Tuesday, August 31, 2010

Showing up

Okay, I'm here. Writing. Well, that sounds more like I'm doing it grudgingly, which I'm not. This is something I really want to do, but for some reason it's become a struggle. Again. And, no doubt, it's because I keep waging the battle in my head instead of just sitting down to write. Seriously. I think that's a lot of it. I'm mean, my fingers are moving across the keyboard now, so there's clearly no mechanical failure. Odds are pretty good that if I just show up and do this from time to time, I'll occasionally write something that I actually like, and maybe in the process, figure a few things out.

Much of my writing in the past was done to figure something out. I was in a bad situation and needed to get out, so I wrote. I got out and needed to make some changes so I didn't make the same mistakes again, so I wrote. I was alone and had a lot of time to let my mind go to a place far away to think, so I wrote. There are a lot of other reasons to write, though....to remember, to share, to play with words, to create.

It's interesting, just sitting down here to do this, feeling the slick surface of the keys under my finger tips, hearing their click and thud as I press them down, sometimes quickly, sometimes slowly. There's a sense of relief, actually, recognizing that I'm doing it. I'm not just thinking about it right now.
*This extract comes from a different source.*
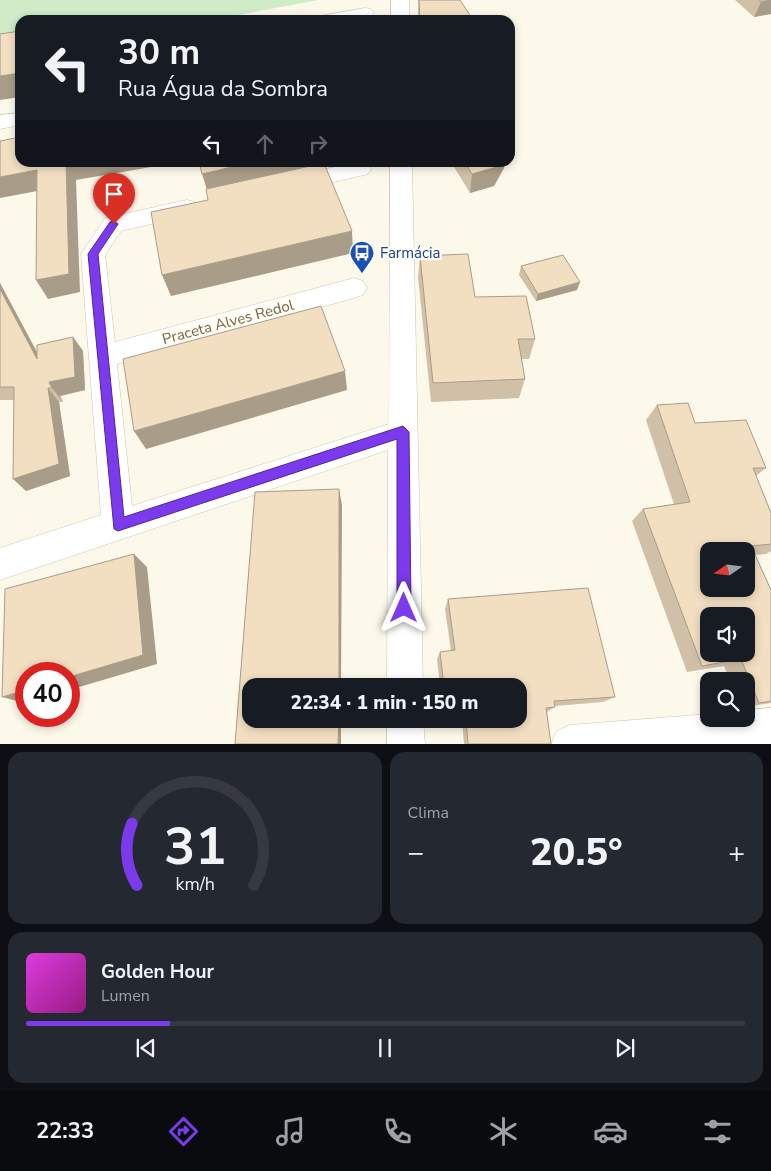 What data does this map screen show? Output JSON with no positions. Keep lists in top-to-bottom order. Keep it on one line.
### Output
{"streets":{"street":["Praceta Alves Redol"]},"places":{"bus stop":["Farmácia"]},"north":"left","page":{"turn":["30 m","Rua Água da Sombra"],"limit":"40","trip":"22:34 · 1 min · 150 m","tile":"Clima","heat":["−","20.5°","+"],"song":["Golden Hour","Lumen"],"tabs":"22:33","gauge":["31","km/h"]}} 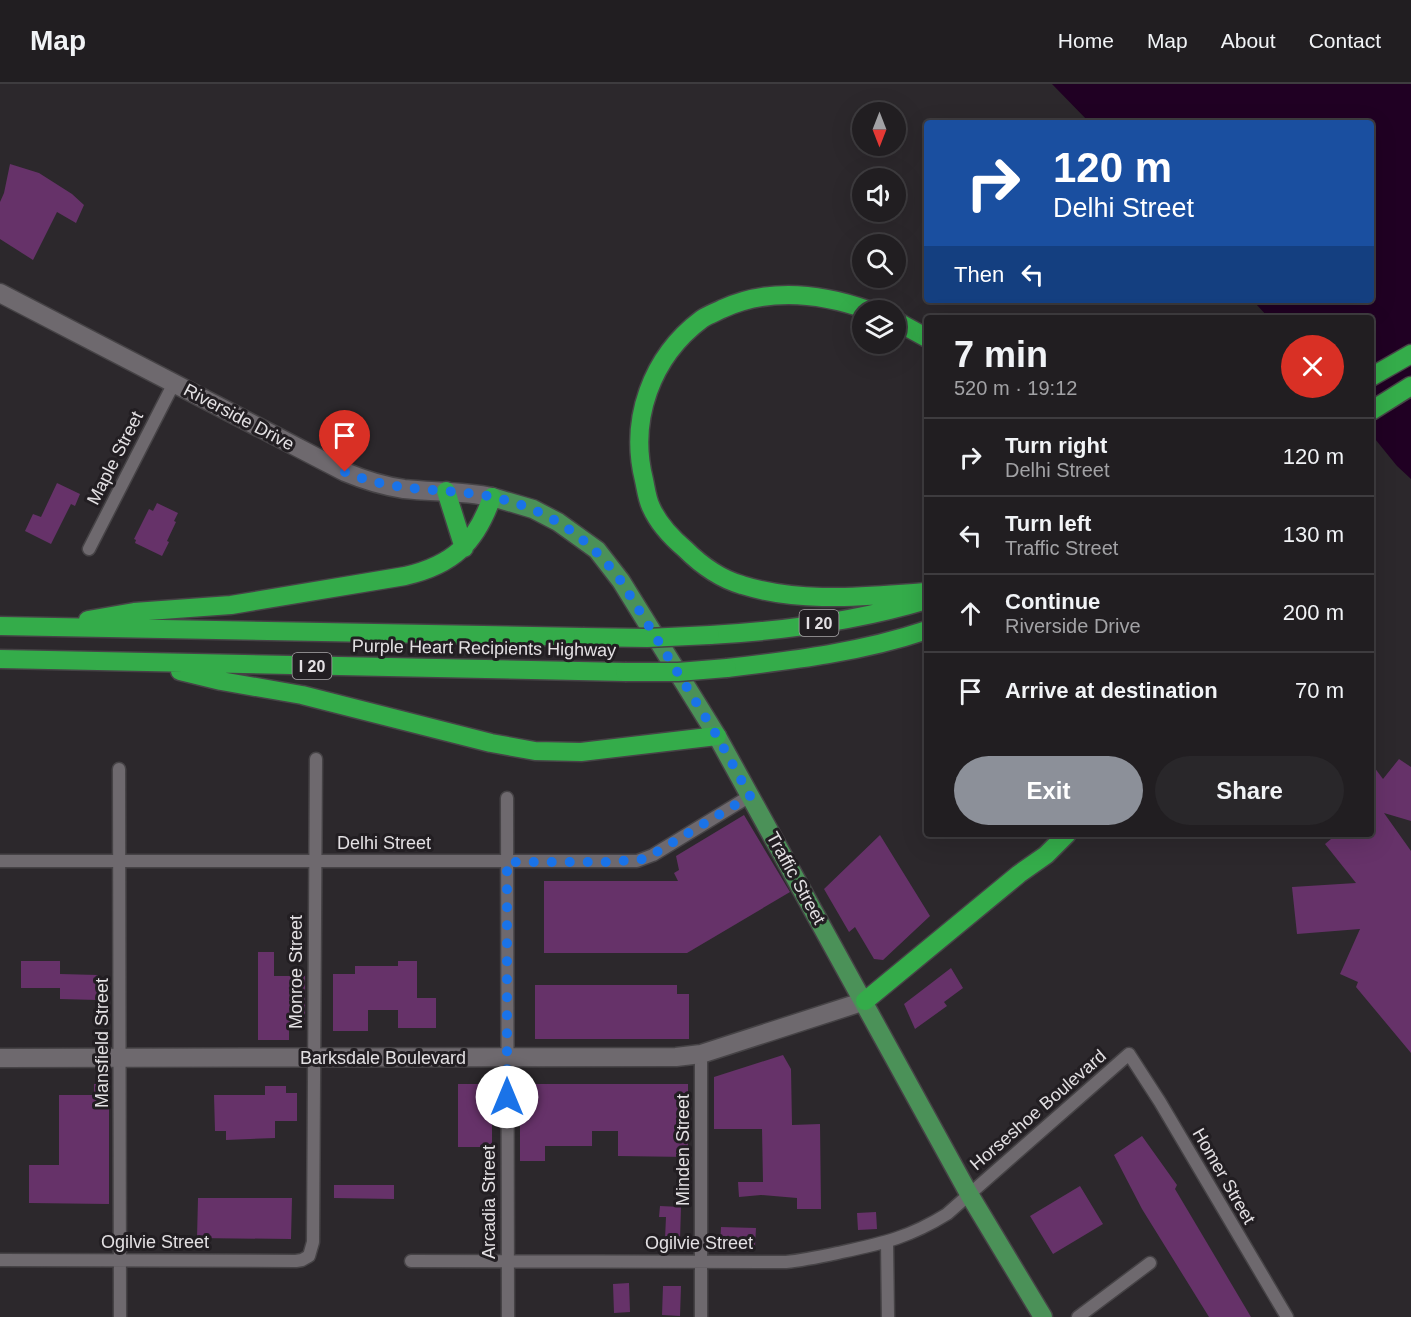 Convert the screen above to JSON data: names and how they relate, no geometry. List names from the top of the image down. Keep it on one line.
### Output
{"streets":{"highway":["I 20","Purple Heart Recipients Highway"],"main road":["Riverside Drive","Traffic Street","Barksdale Boulevard"],"street":["Maple Street","Delhi Street","Monroe Street","Mansfield Street","Horseshoe Boulevard","Minden Street","Homer Street","Arcadia Street","Ogilvie Street"]},"crossings":[["Riverside Drive","Maple Street"],["Riverside Drive","Traffic Street"],["Delhi Street","Traffic Street"],["Delhi Street","Monroe Street"],["Delhi Street","Mansfield Street"],["Delhi Street","Arcadia Street"],["Traffic Street","Barksdale Boulevard"],["Traffic Street","Horseshoe Boulevard"],["Traffic Street","Ogilvie Street"],["Monroe Street","Barksdale Boulevard"],["Monroe Street","Ogilvie Street"],["Mansfield Street","Barksdale Boulevard"],["Mansfield Street","Ogilvie Street"],["Barksdale Boulevard","Minden Street"],["Barksdale Boulevard","Arcadia Street"],["Horseshoe Boulevard","Homer Street"],["Horseshoe Boulevard","Ogilvie Street"],["Minden Street","Ogilvie Street"],["Arcadia Street","Ogilvie Street"]],"north":"bottom","page":{"header":"Map","nav":["Home","Map","About","Contact"],"turn":["120 m","Delhi Street"],"then":"Then","heading":["7 min","520 m · 19:12"],"list":[{"name":"Turn right","note":"Delhi Street","value":"120 m"},{"name":"Turn left","note":"Traffic Street","value":"130 m"},{"name":"Continue","note":"Riverside Drive","value":"200 m"},{"name":"Arrive at destination","value":"70 m"}],"buttons":["Exit","Share"]}}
So, showing up is a start, and now the trick is to let go of my expectations of where it will take me. Yes, that's it. I need to let that go and just write.

Thursday, August 12, 2010

Haycation reflection

I've been on vacation for almost two weeks now...vacation from the paying job, the one in the city, the one where I sit inside an air conditioned building all day and either talk on the phone, go to meetings, answer e-mail, or show people around the school, the one where I wear dry-clean-only clothes and carry a briefcase. I have not, however, been on vacation from the farm and have, instead, leaped head first into the farm life, making it my sole vocation for these two weeks. It's been good, albeit hot, the hottest two weeks of the year to be exact. I'm trying not to take it personally that come Monday, when I return to the office, the high for the day will be a mere 90 degrees, a good 12 or 13 degrees cooler than it's been any day this week or last.

Our days start at six and include the usual chores and an assortment of projects around the farm, things like setting up a planned rotational grazing system for the sheep, which included examining and treating the sheep for worms and/or foot rot, cleaning out the barn, hoeing in the garden, and mowing the lawn. We've also managed to host a couple of private dinner parties during these two weeks and come up with our farm plan for the fall and winter months. On a calm day, we're in bed by 9:30 or 10:00. Most days it's been around 11:00. All and all, I'd say, it's been good.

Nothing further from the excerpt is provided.